:: Extracted records ::

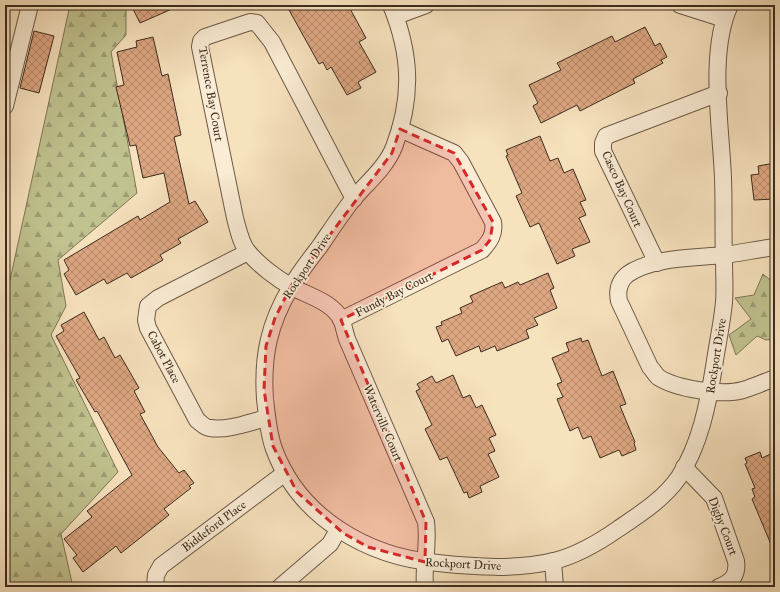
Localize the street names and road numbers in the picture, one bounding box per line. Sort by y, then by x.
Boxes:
street label: Terrence Bay Court [196,46,226,143]
street label: Casco Bay Court [599,149,645,230]
street label: Rockport Drive [280,230,334,302]
street label: Fundy Bay Court [353,268,436,320]
street label: Rockport Drive [703,317,729,395]
street label: Cabot Place [144,328,184,386]
street label: Waterville Court [360,382,406,464]
street label: Digby Court [704,495,741,558]
street label: Biddeford Place [179,497,249,555]
street label: Rockport Drive [425,555,501,573]

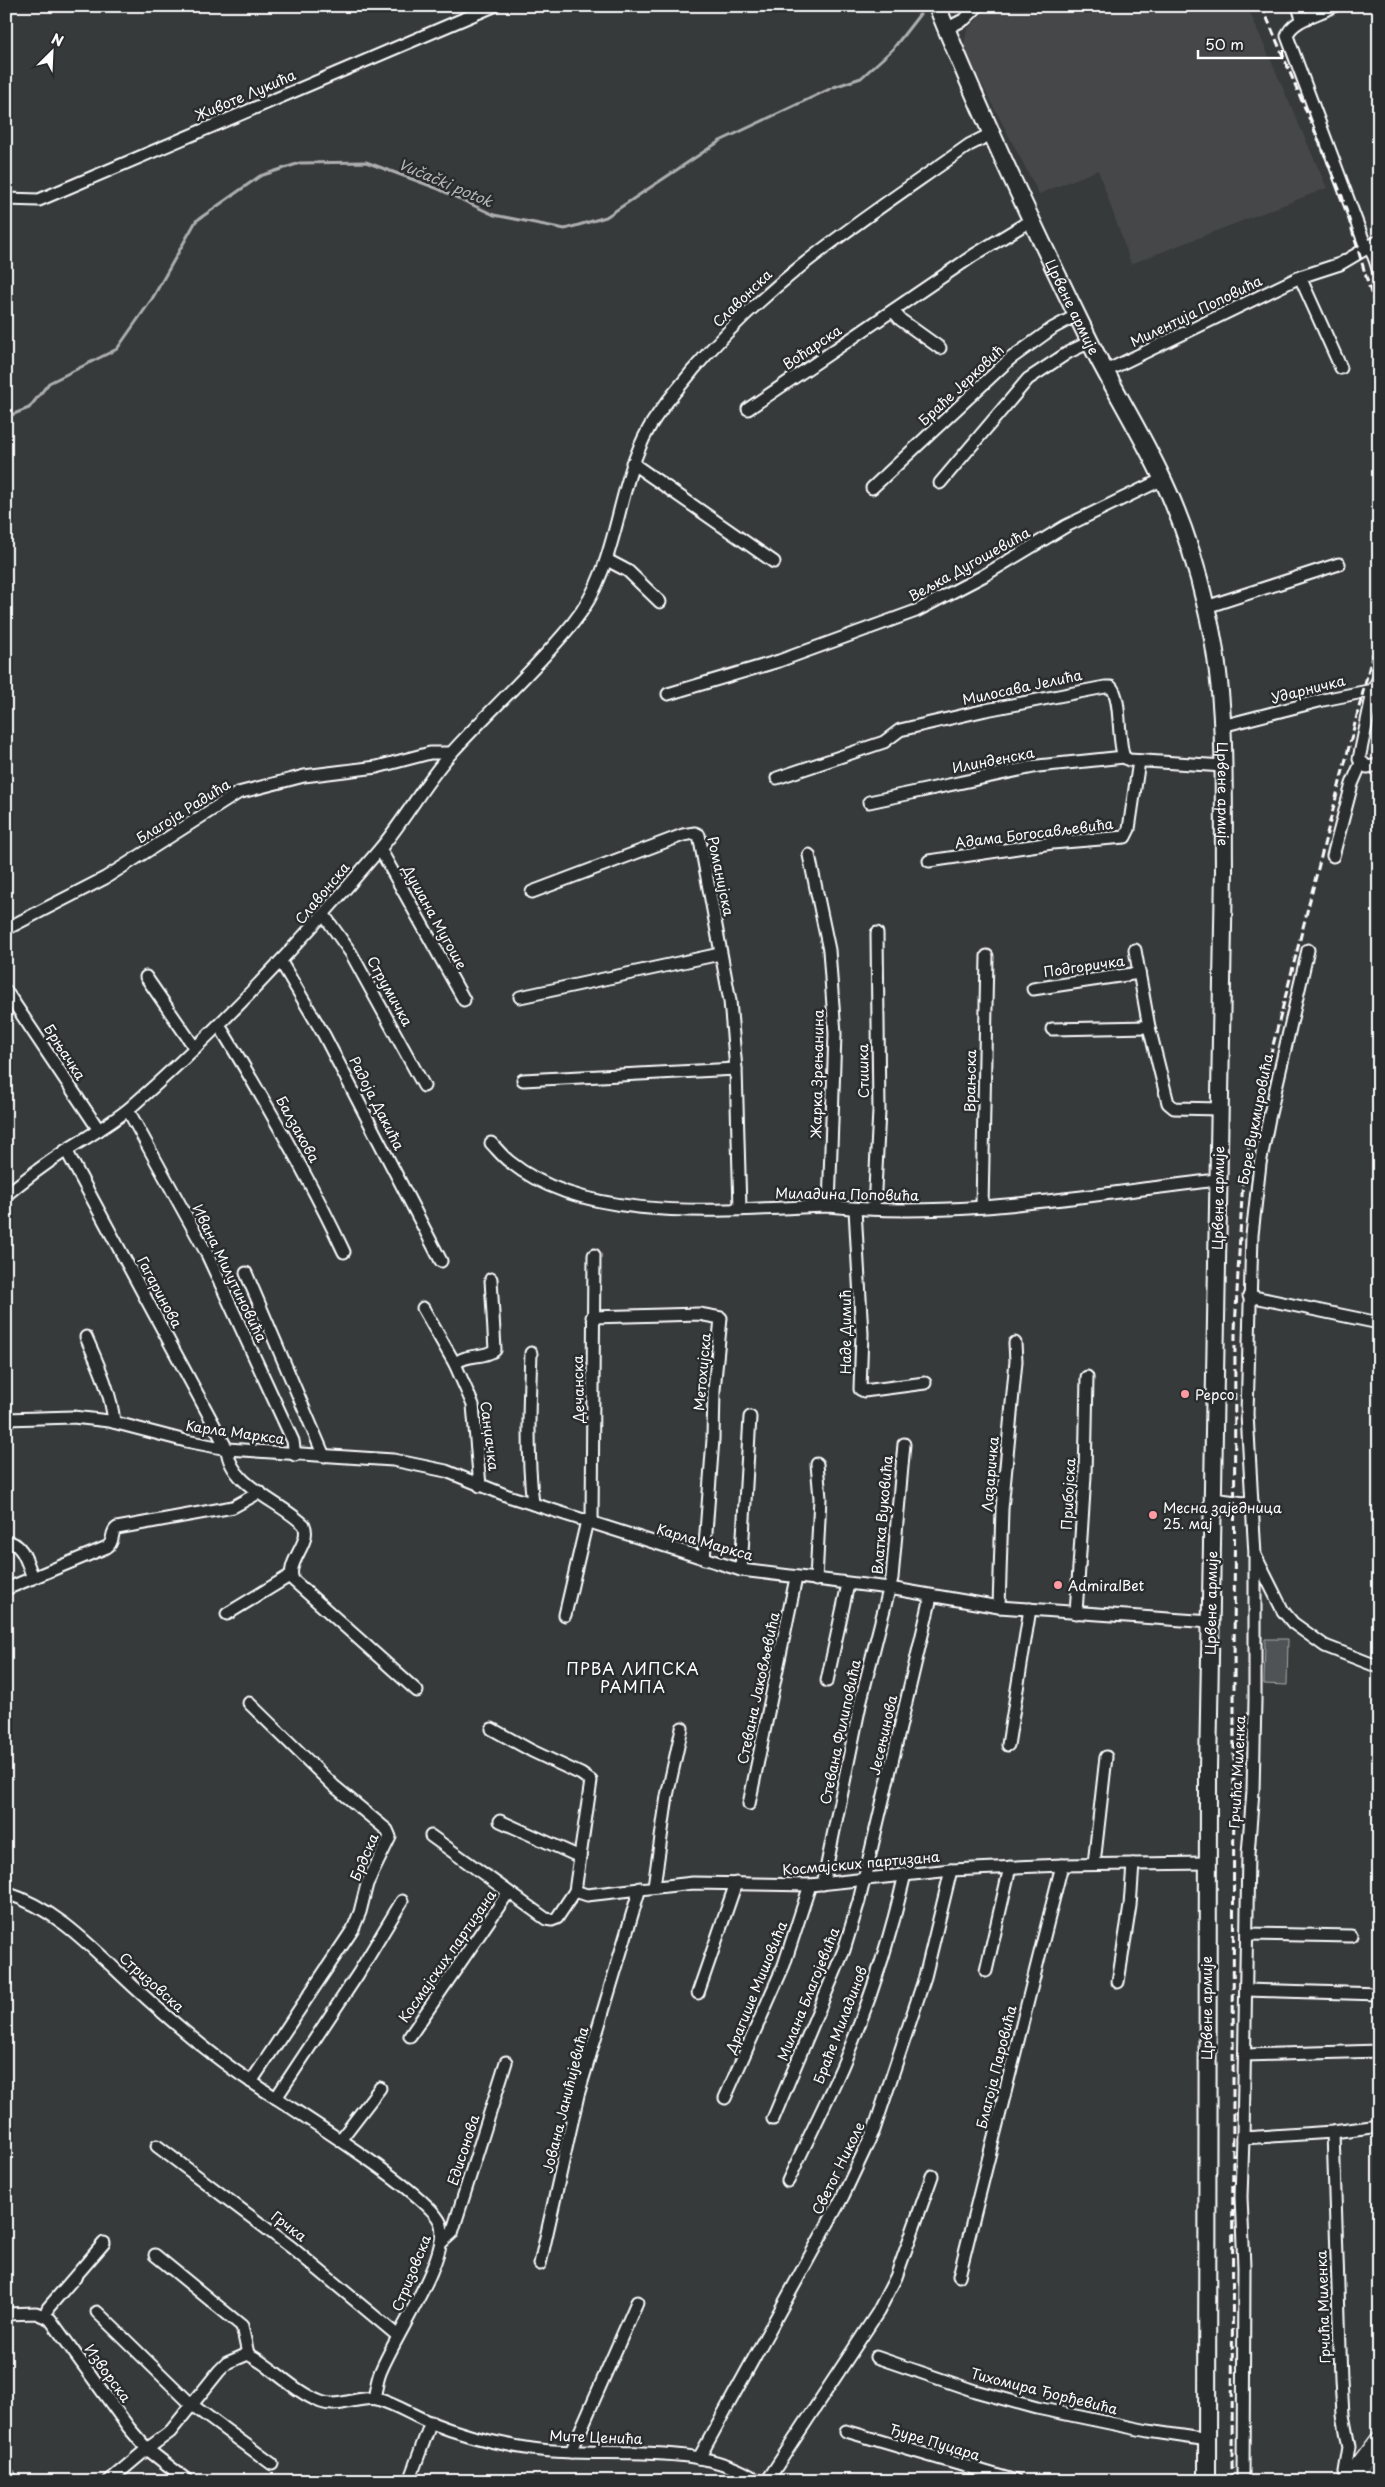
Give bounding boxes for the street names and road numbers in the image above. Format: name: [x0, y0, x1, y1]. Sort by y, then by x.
street label: Животе Лукића: [191, 64, 299, 126]
street label: Црвене армије: [1041, 255, 1105, 358]
street label: Славонска: [708, 264, 777, 332]
street label: Милентија Поповића: [1127, 270, 1266, 352]
street label: Воћарска: [778, 319, 846, 374]
street label: Браће Јерковић: [914, 340, 1008, 430]
street label: Вељка Дугошевића: [904, 522, 1034, 606]
street label: Милосава Јелића: [960, 664, 1084, 710]
street label: Ударничка: [1269, 670, 1347, 708]
street label: Илинденска: [950, 742, 1036, 778]
street label: Црвене армије: [1213, 742, 1234, 846]
street label: Благоја Радића: [132, 774, 234, 848]
street label: Адама Богосављевића: [954, 813, 1115, 853]
street label: Романијска: [702, 834, 740, 918]
street label: Славонска: [290, 857, 354, 929]
street label: Душана Мугоше: [397, 860, 473, 973]
street label: Подгоричка: [1042, 950, 1126, 982]
street label: Струмичка: [362, 952, 418, 1030]
street label: Жарка Зрењанина: [805, 1009, 829, 1139]
street label: Брњачка: [39, 1020, 91, 1084]
street label: Стишка: [852, 1043, 874, 1098]
street label: Врањска: [959, 1049, 981, 1113]
street label: Радоја Дакића: [344, 1052, 410, 1154]
street label: Боре Вукмировића: [1232, 1052, 1278, 1186]
street label: Балзакова: [271, 1092, 325, 1166]
street label: Црвене армије: [1207, 1146, 1229, 1250]
street label: Миладина Поповића: [775, 1182, 919, 1206]
street label: Ивана Милутиновића: [187, 1200, 273, 1346]
street label: Гагаринова: [132, 1252, 188, 1332]
street label: Наде Димић: [835, 1290, 856, 1374]
street label: Метохијска: [688, 1332, 716, 1412]
street label: Дечанска: [567, 1355, 589, 1424]
street label: Санџачка: [475, 1400, 505, 1472]
street label: Карла Маркса: [184, 1415, 286, 1449]
street label: Лазаричка: [976, 1435, 1004, 1512]
street label: Влатка Вуковића: [866, 1454, 898, 1576]
street label: Прибојска: [1056, 1457, 1080, 1530]
street label: Карла Маркса: [654, 1518, 756, 1566]
street label: Црвене армије: [1200, 1551, 1222, 1655]
street label: Стевана Јаковљевића: [732, 1610, 784, 1766]
street label: Стевана Филиповића: [814, 1657, 866, 1806]
street label: Јесењинова: [864, 1693, 902, 1777]
street label: Грчића Миленка: [1224, 1715, 1250, 1829]
street label: Брдска: [345, 1830, 383, 1884]
street label: Космајских партизана: [781, 1846, 941, 1880]
street label: Космајских партизана: [393, 1885, 501, 2027]
street label: Драгише Мишовића: [719, 1918, 792, 2057]
street label: Милана Благојевића: [772, 1924, 844, 2064]
street label: Стризовска: [115, 1947, 189, 2017]
street label: Црвене армије: [1196, 1956, 1217, 2060]
street label: Браће Миладинов: [808, 1963, 872, 2087]
street label: Благоја Паровића: [971, 2003, 1022, 2131]
street label: Јована Јанићијевића: [537, 2024, 593, 2176]
street label: Едисонова: [442, 2112, 484, 2188]
street label: Светог Николе: [806, 2118, 870, 2218]
street label: Грчка: [267, 2206, 311, 2246]
street label: Стризовска: [386, 2231, 436, 2314]
street label: Грчића Миленка: [1311, 2250, 1335, 2364]
street label: Изворска: [80, 2340, 136, 2407]
street label: Тихомира Ђорђевића: [968, 2363, 1120, 2420]
street label: Ђуре Пуцара: [887, 2418, 983, 2466]
street label: Мите Ценића: [549, 2425, 643, 2449]

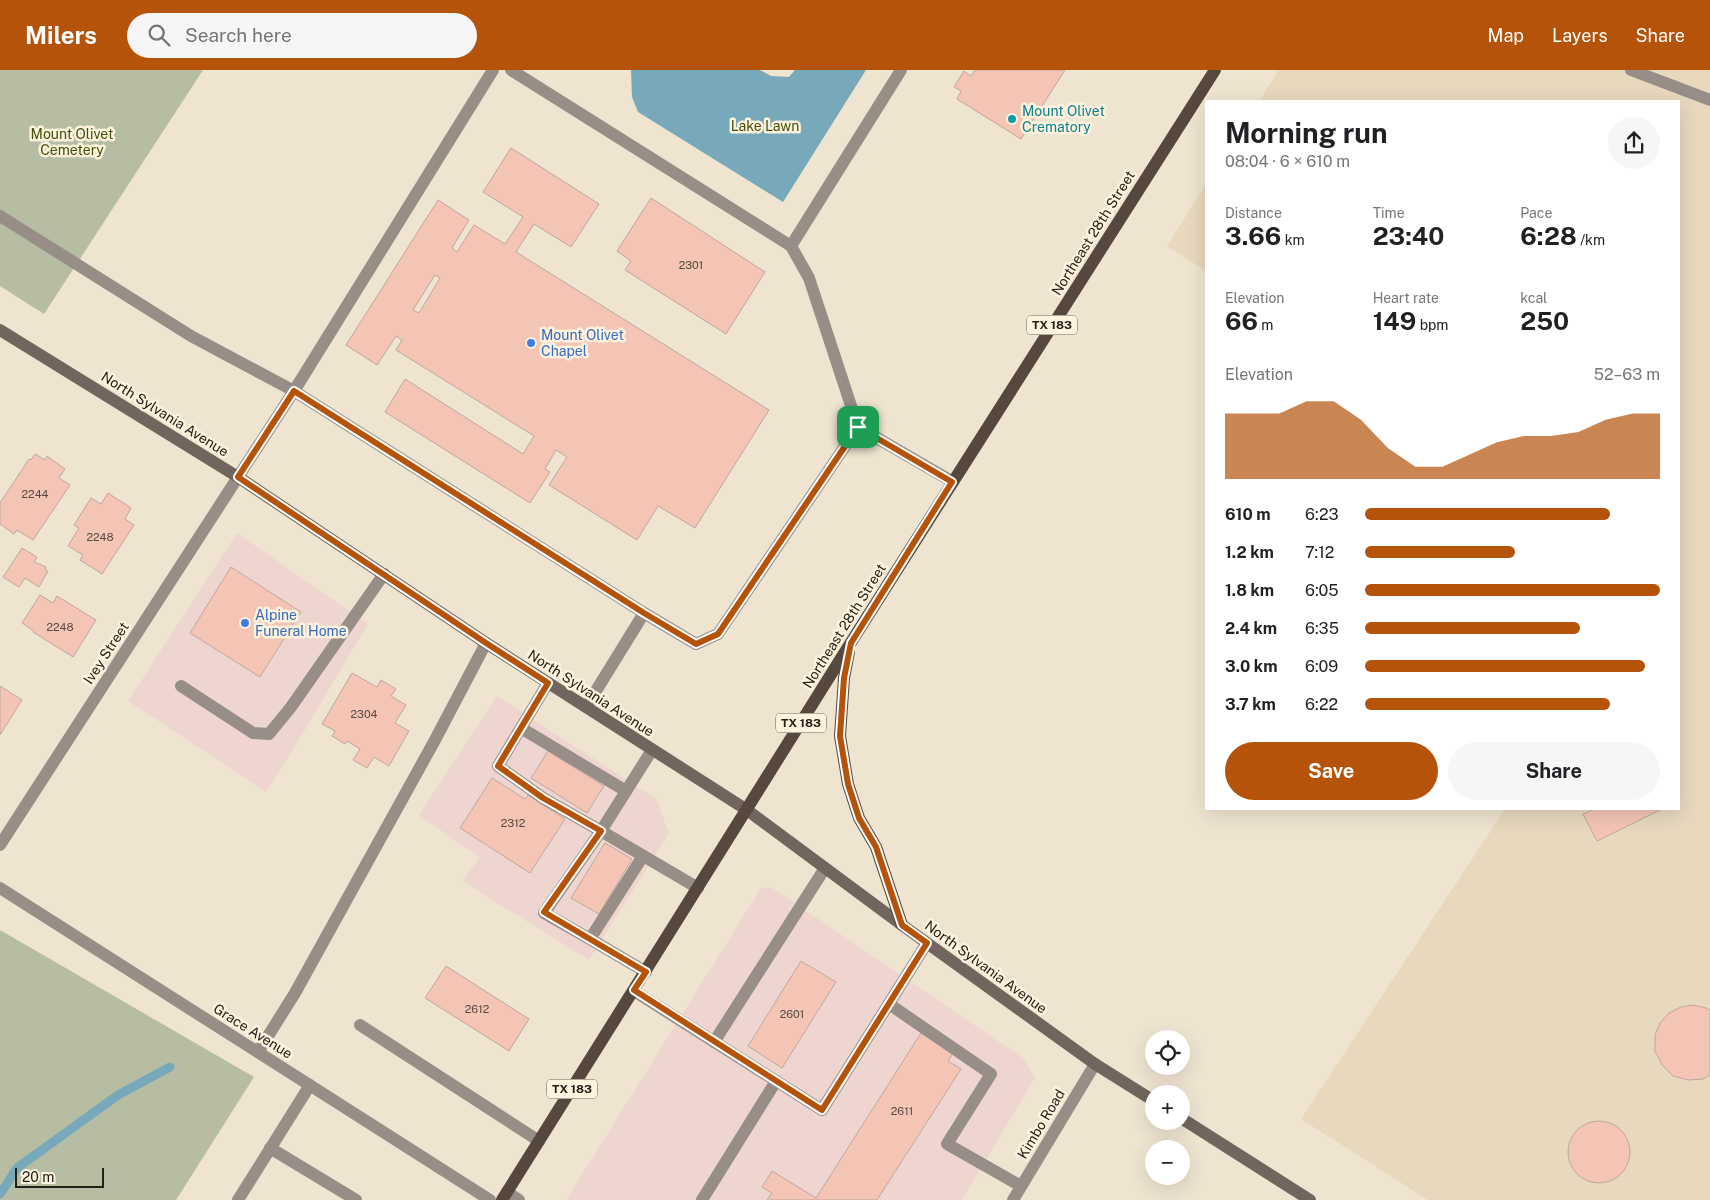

:: Task prompt ::
Copy out the whole listing exactly. Skip its pictures.

:: Reply to the exercise ::
Localize the street names and road numbers in the picture, one bounding box per line. Sort by y, then by x.
Boxes:
street label: Terrence Bay Court [196,46,226,143]
street label: Casco Bay Court [599,149,645,230]
street label: Rockport Drive [280,230,334,302]
street label: Fundy Bay Court [353,268,436,320]
street label: Rockport Drive [703,317,729,395]
street label: Cabot Place [144,328,184,386]
street label: Waterville Court [360,382,406,464]
street label: Digby Court [704,495,741,558]
street label: Biddeford Place [179,497,249,555]
street label: Rockport Drive [425,555,501,573]

Give bounding boxes for the street names and road numbers in the image above. Format: name: [x0, y0, x1, y1]. Sort by y, then by x.
street label: Животе Лукића: [191, 64, 299, 126]
street label: Црвене армије: [1041, 255, 1105, 358]
street label: Славонска: [708, 264, 777, 332]
street label: Милентија Поповића: [1127, 270, 1266, 352]
street label: Воћарска: [778, 319, 846, 374]
street label: Браће Јерковић: [914, 340, 1008, 430]
street label: Вељка Дугошевића: [904, 522, 1034, 606]
street label: Милосава Јелића: [960, 664, 1084, 710]
street label: Ударничка: [1269, 670, 1347, 708]
street label: Илинденска: [950, 742, 1036, 778]
street label: Црвене армије: [1213, 742, 1234, 846]
street label: Благоја Радића: [132, 774, 234, 848]
street label: Адама Богосављевића: [954, 813, 1115, 853]
street label: Романијска: [702, 834, 740, 918]
street label: Славонска: [290, 857, 354, 929]
street label: Душана Мугоше: [397, 860, 473, 973]
street label: Подгоричка: [1042, 950, 1126, 982]
street label: Струмичка: [362, 952, 418, 1030]
street label: Жарка Зрењанина: [805, 1009, 829, 1139]
street label: Брњачка: [39, 1020, 91, 1084]
street label: Стишка: [852, 1043, 874, 1098]
street label: Врањска: [959, 1049, 981, 1113]
street label: Радоја Дакића: [344, 1052, 410, 1154]
street label: Боре Вукмировића: [1232, 1052, 1278, 1186]
street label: Балзакова: [271, 1092, 325, 1166]
street label: Црвене армије: [1207, 1146, 1229, 1250]
street label: Миладина Поповића: [775, 1182, 919, 1206]
street label: Ивана Милутиновића: [187, 1200, 273, 1346]
street label: Гагаринова: [132, 1252, 188, 1332]
street label: Наде Димић: [835, 1290, 856, 1374]
street label: Метохијска: [688, 1332, 716, 1412]
street label: Дечанска: [567, 1355, 589, 1424]
street label: Санџачка: [475, 1400, 505, 1472]
street label: Карла Маркса: [184, 1415, 286, 1449]
street label: Лазаричка: [976, 1435, 1004, 1512]
street label: Влатка Вуковића: [866, 1454, 898, 1576]
street label: Прибојска: [1056, 1457, 1080, 1530]
street label: Карла Маркса: [654, 1518, 756, 1566]
street label: Црвене армије: [1200, 1551, 1222, 1655]
street label: Стевана Јаковљевића: [732, 1610, 784, 1766]
street label: Стевана Филиповића: [814, 1657, 866, 1806]
street label: Јесењинова: [864, 1693, 902, 1777]
street label: Грчића Миленка: [1224, 1715, 1250, 1829]
street label: Брдска: [345, 1830, 383, 1884]
street label: Космајских партизана: [781, 1846, 941, 1880]
street label: Космајских партизана: [393, 1885, 501, 2027]
street label: Драгише Мишовића: [719, 1918, 792, 2057]
street label: Милана Благојевића: [772, 1924, 844, 2064]
street label: Стризовска: [115, 1947, 189, 2017]
street label: Црвене армије: [1196, 1956, 1217, 2060]
street label: Браће Миладинов: [808, 1963, 872, 2087]
street label: Благоја Паровића: [971, 2003, 1022, 2131]
street label: Јована Јанићијевића: [537, 2024, 593, 2176]
street label: Едисонова: [442, 2112, 484, 2188]
street label: Светог Николе: [806, 2118, 870, 2218]
street label: Грчка: [267, 2206, 311, 2246]
street label: Стризовска: [386, 2231, 436, 2314]
street label: Грчића Миленка: [1311, 2250, 1335, 2364]
street label: Изворска: [80, 2340, 136, 2407]
street label: Тихомира Ђорђевића: [968, 2363, 1120, 2420]
street label: Ђуре Пуцара: [887, 2418, 983, 2466]
street label: Мите Ценића: [549, 2425, 643, 2449]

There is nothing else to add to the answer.